It is therefore illogical and naïve to say that South Carolina seceded to protect the institution of slavery. No one was threatening to take away their slaves, and we can see that the federal government was more than willing to continue to give unconditional support for the institution of slavery. If slavery was of utmost concern to them, then South Carolina had no reason whatsoever to leave the Union. We can instead empirically discern that self-rule was of primary to concern to them. Libertarians keen on using political action and secession as a means of shrinking the state ought to revere their decision.

It is additionally worth noting that six of the eleven states that joined the Confederacy made no mention of slavery at all in their Declaration of Causes. That is not a minority of states, but rather the majority. Couple this with the fact that the states that did mention slavery made greater mention of States rights, and you see a very different picture begin to form. The South did not so vehemently seek to protect an institution that the United States federal government was more than willing to protect for them. Rather, the South wished to no longer live under the chokeholds of a tyrannical federal government.

Furthermore, if it were not for Lincoln’s illegal imprisonment of Confederate sympathizers, even more states would have joined the Confederacy. A few central states were close to secession, as was New York City. It seems that not just the South, but even many Northerners, were vehemently opposed to this tyranny and sought self-rule and self-determination.


2. The war

As Smedley Butler once aptly put it, war is a racket. The US Civil War was of no exception. It is estimated that more than 620,000 soldiers died during the conflict, making it the deadliest war in US history. This war was not only pointless, but it was in fact illegal. In direct violation of his Constitutional authorities, Lincoln provoked a conflict with the South and led an illegal invasion into territories he no longer had jurisdiction over. Thomas J. DiLorenzo writes in a piece for Lew Rockwell.com,

“’Lincoln used war to destroy the U.S. Constitution in order to establish a powerful central government,’ says Roberts. This is certainly a strong statement, but in fact Lincoln illegally suspended the writ of habeas corpus; launched a military invasion without consent of Congress; blockaded Southern ports without declaring war; imprisoned without warrant or trial some 13,000 Northern citizens who opposed his policies; arrested dozens of newspaper editors and owners and, in some cases, had federal soldiers destroy their printing presses; censored all telegraph communication; nationalized the railroads; created three new states (Kansas, Nevada, and West Virginia) without the formal consent of the citizens of those states, an act that Lincoln’s own attorney general thought was unconstitutional; ordered Federal troops to interfere with Northern elections; deported a member of Congress from Ohio after he criticized Lincoln’s unconstitutional behavior; confiscated private property; confiscated firearms in violation of the Second Amendment; and eviscerated the Ninth and Tenth Amendments.”

With this said, we can discern that the South acted in self-defense against the invading aggressors of the North. There is a reason Lincoln attacked the South. The central planners in the North needed to maintain their tariffs on the South in order to achieve their ultimate economic goals.

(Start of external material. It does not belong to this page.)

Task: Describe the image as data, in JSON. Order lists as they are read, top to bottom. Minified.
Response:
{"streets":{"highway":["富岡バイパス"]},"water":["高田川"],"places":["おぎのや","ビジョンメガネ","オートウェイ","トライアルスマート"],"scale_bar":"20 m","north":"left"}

Throughout this illegal war, thousands of Southerners were displaced, entire towns were burnt down, women were raped, and families were starved. Notwithstanding, General William Sherman, one of Lincoln’s most trusted generals, wrote to his wife in 1862 that, “the war will soon assume a turn to extermination not of soldiers alone, that is the least part of the trouble, but the people… There is a class of people, men women, and children, who must be killed or banished.” The Confederates were the victims here, and libertarians ought to support their right to self-defense.


3. Slavery would have soon been dead

Slavery would have soon been dead for the same reason it died in the North; the advent of the industrial revolution made it uneconomical. Just about every other advanced nation had already abolished slavery, and as Ludwig von Mises tells us, “Servile labor disappeared because it could not stand the competition of free labor; its profitability sealed its doom in the market economy.”

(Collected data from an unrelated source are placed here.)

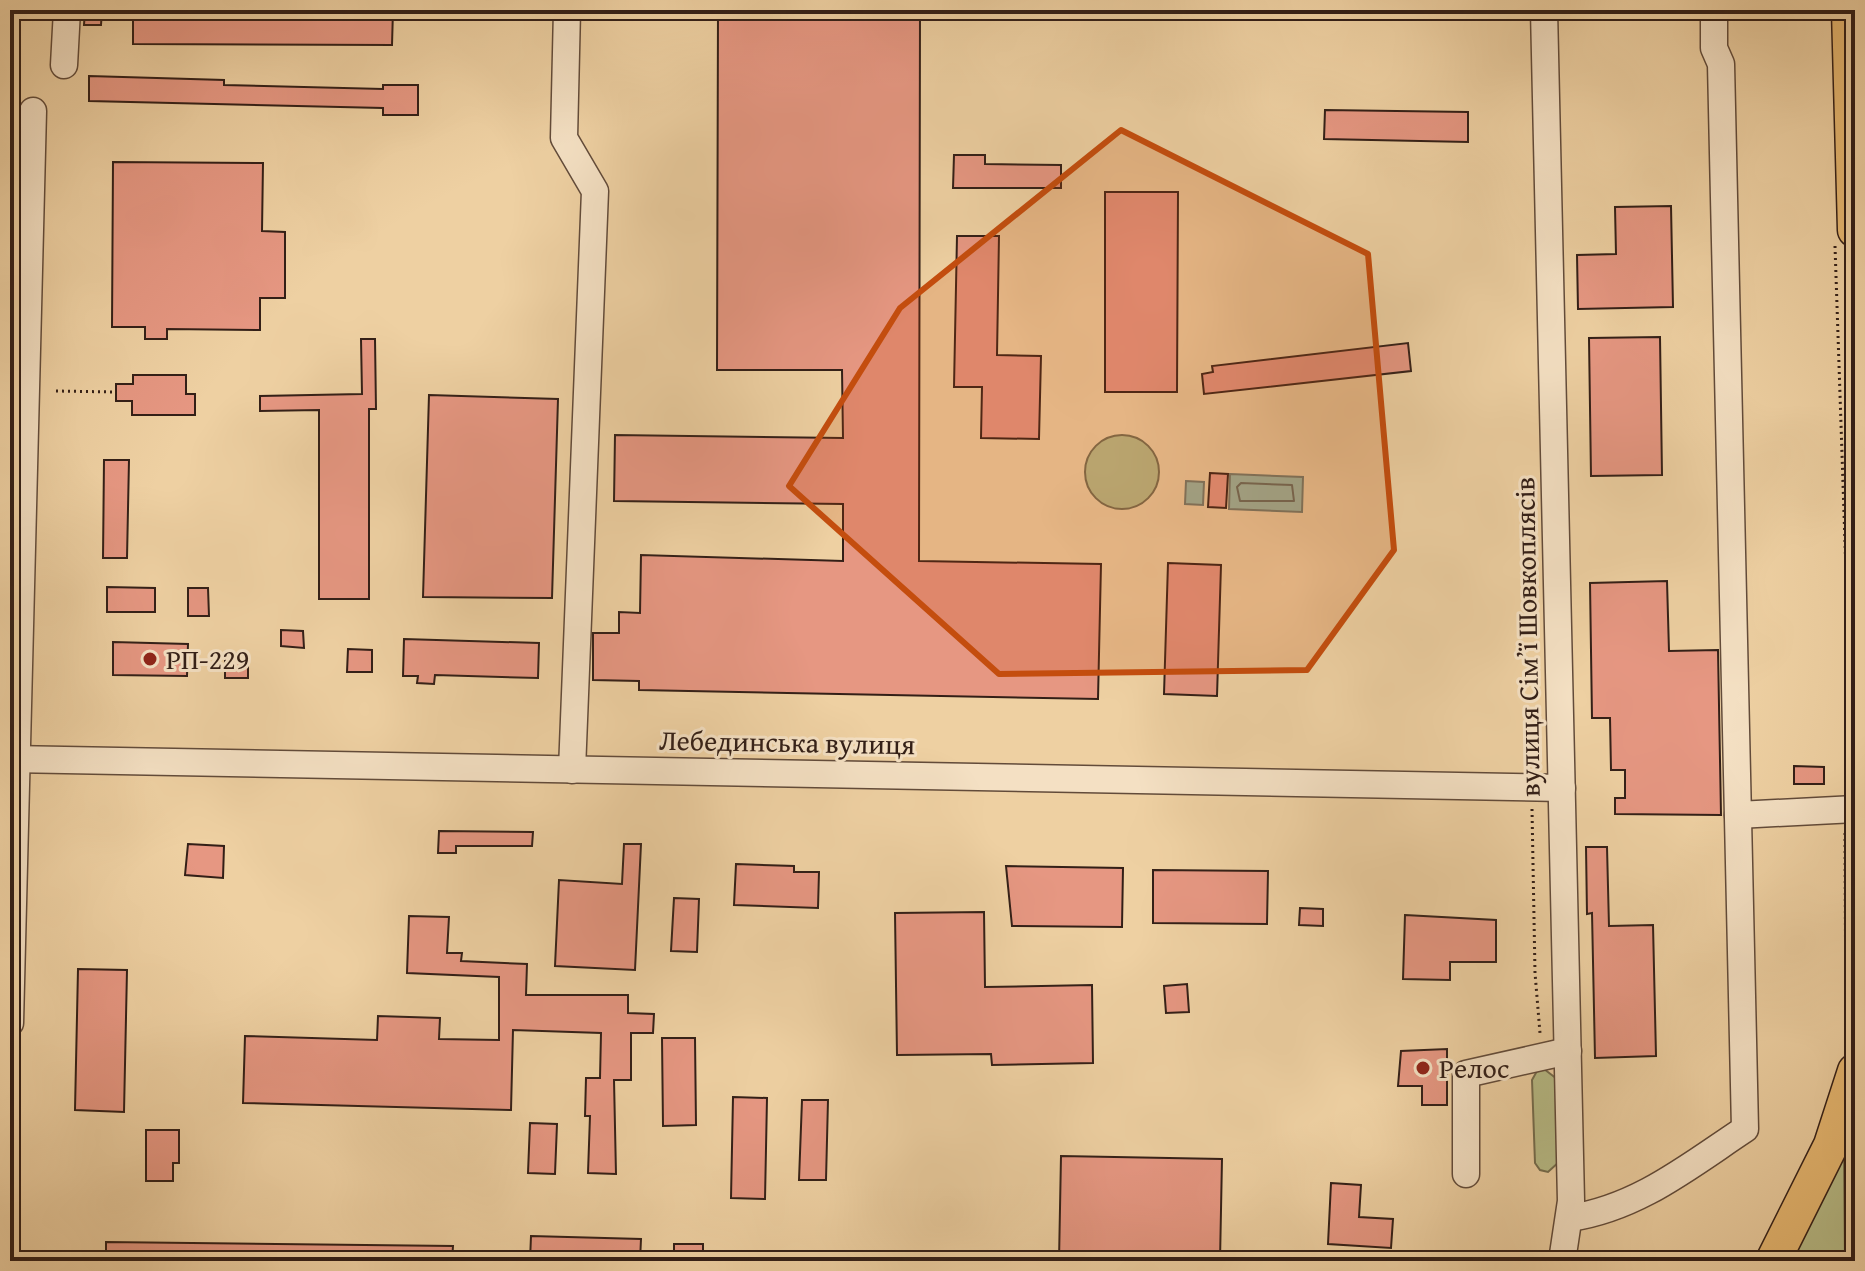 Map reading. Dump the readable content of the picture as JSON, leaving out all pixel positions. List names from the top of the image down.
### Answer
{
  "streets": {
    "street": ["вулиця Сімʼї Шовкоплясів", "Лебединська вулиця"]
  },
  "crossings": [
    ["вулиця Сімʼї Шовкоплясів", "Лебединська вулиця"]
  ],
  "places": ["РП-229", "Релос"]
}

An article on Listverse.com also informs us that,

“according to an 1860 census, only 31% of families owned slaves. 75% of families that owned slaves owned less than 10 and often worked beside them in the fields. The Confederate Constitution banned the overseas slave trade, and permitted Confederate states to abolish slavery within their borders if they wanted to do so.”

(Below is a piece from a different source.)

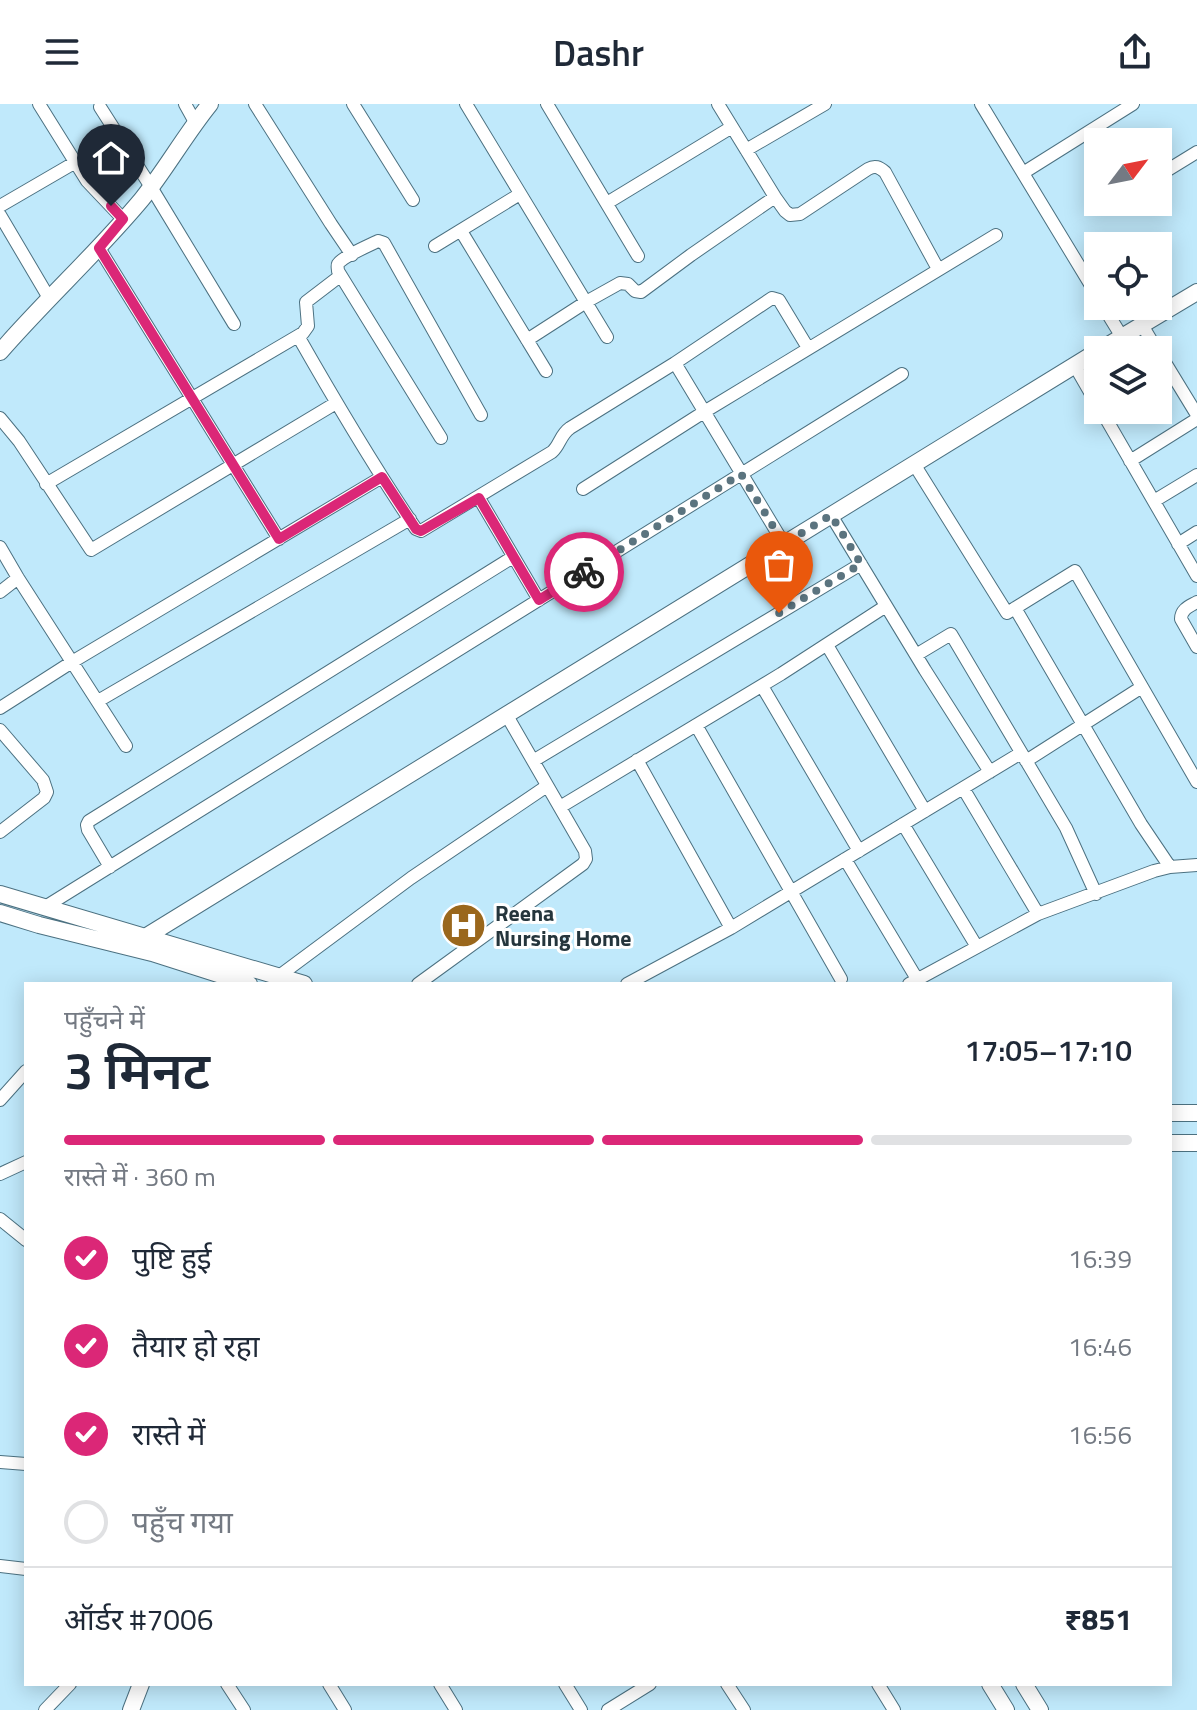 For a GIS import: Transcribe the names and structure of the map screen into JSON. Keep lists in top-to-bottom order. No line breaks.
{"places":{"hospital":["Reena Nursing Home"]},"north":"top right","page":{"header":"Dashr","heading":["3 मिनट","पहुँचने में","17:05–17:10"],"panel":["ऑर्डर #7006","₹851"],"bar":"रास्ते में · 360 m","list":[["पुष्टि हुई","16:39"],["तैयार हो रहा","16:46"],["रास्ते में","16:56"],"पहुँच गया"]}}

In addition to this, there were already more free blacks living in the South than in the North in 1860. Henry Louis Gates Jr. tells us that economic opportunities thrived for freed blacks in the South. In a 2013 piece for theroot.com, he writes that, “While most free blacks in the South remained tied to the land, a number, especially in cities, acquired skills that allowed them to earn and own property as artisans and craftsmen.”

It is also worth mentioning that during the course of the war, President Jefferson Davis and the Confederate Congress “were also willing to give those slaves who served in the army their freedom at the end of the war as a reward for their service,” writes Leonard M. Scruggs in his book The Un-Civil War (p. 250). This further enumerates that the South valued their independence more than the institution of slavery and were just as susceptible to the laws of economics as the rest of us. If the South were willing to grant freedom to their slaves in return for their assistance in the war, then we can see why slavery would have fallen. More value can be attained through the free exchange of goods and labor than through coercion.


4. Consistency

It is embodied within just about every libertarian to have some level of veneration for America’s founding fathers. And those who do not hold the founding fathers in such high esteem at least have great respect for the Revolutionary War efforts. If we are to honor America’s founding fathers for making greater strides towards liberty, then we must revere the Confederacy for the same reason. The Confederate States of America may have been flawed, and the institution of slavery should be rightly condemned, however America’s founding fathers were just as fallible.

George Washington owned slaves. Thomas Jefferson owned slaves. James Madison owned slaves. Patrick Henry owned slaves. George Washington spent 80% of his federal budget to conquer the Native Americans. Thomas Jefferson was the first president to subjugate Native Americans to reservations. And the Articles of Confederation and United States Constitution codified the institution of slavery.

We can eat the meat and spit the bones. However, no libertarian who is opposed to the Confederate States of America should dare hold any of America’s founding fathers in high regard. The only consistent libertarian positions on the matter would be the following:

  • Taking the good with the bad and supporting both the founding fathers and the Southern secessionists for the strides they took towards liberty
  • Vehemently opposing both the founders of the United States and the Southern secessionists

For a libertarian to take any other stance would be highly illogical and inconsistent with our principles. We must either side with our brothers when they get something right, or entirely oppose them when they are wrong. No other concessions can be made.

I believe it benefits us more as a movement to side with our brothers when they are right rather than nitpick and oppose them for their every flaw. This is why we as libertarians will side with conservatives when they are correct about gun rights, and why we will side with liberals when they are correct about your right to peacefully ingest drugs. To do otherwise would be to alienate ourselves from the rest of the world and ensure that our movement never grows.

Since it seems that the general consensus among the libertarian community is for us to have open arms to our brothers rather than closed fists, then the most consistent position for us to take is to support the Confederacy. They may not have been perfect, but their secession was a huge decentralization of power and a step in the right direction towards a more perfect union. As the leviathan of a state continues to grow, we as libertarians should revere the Confederacy and consider secession as a viable option towards greater freedom.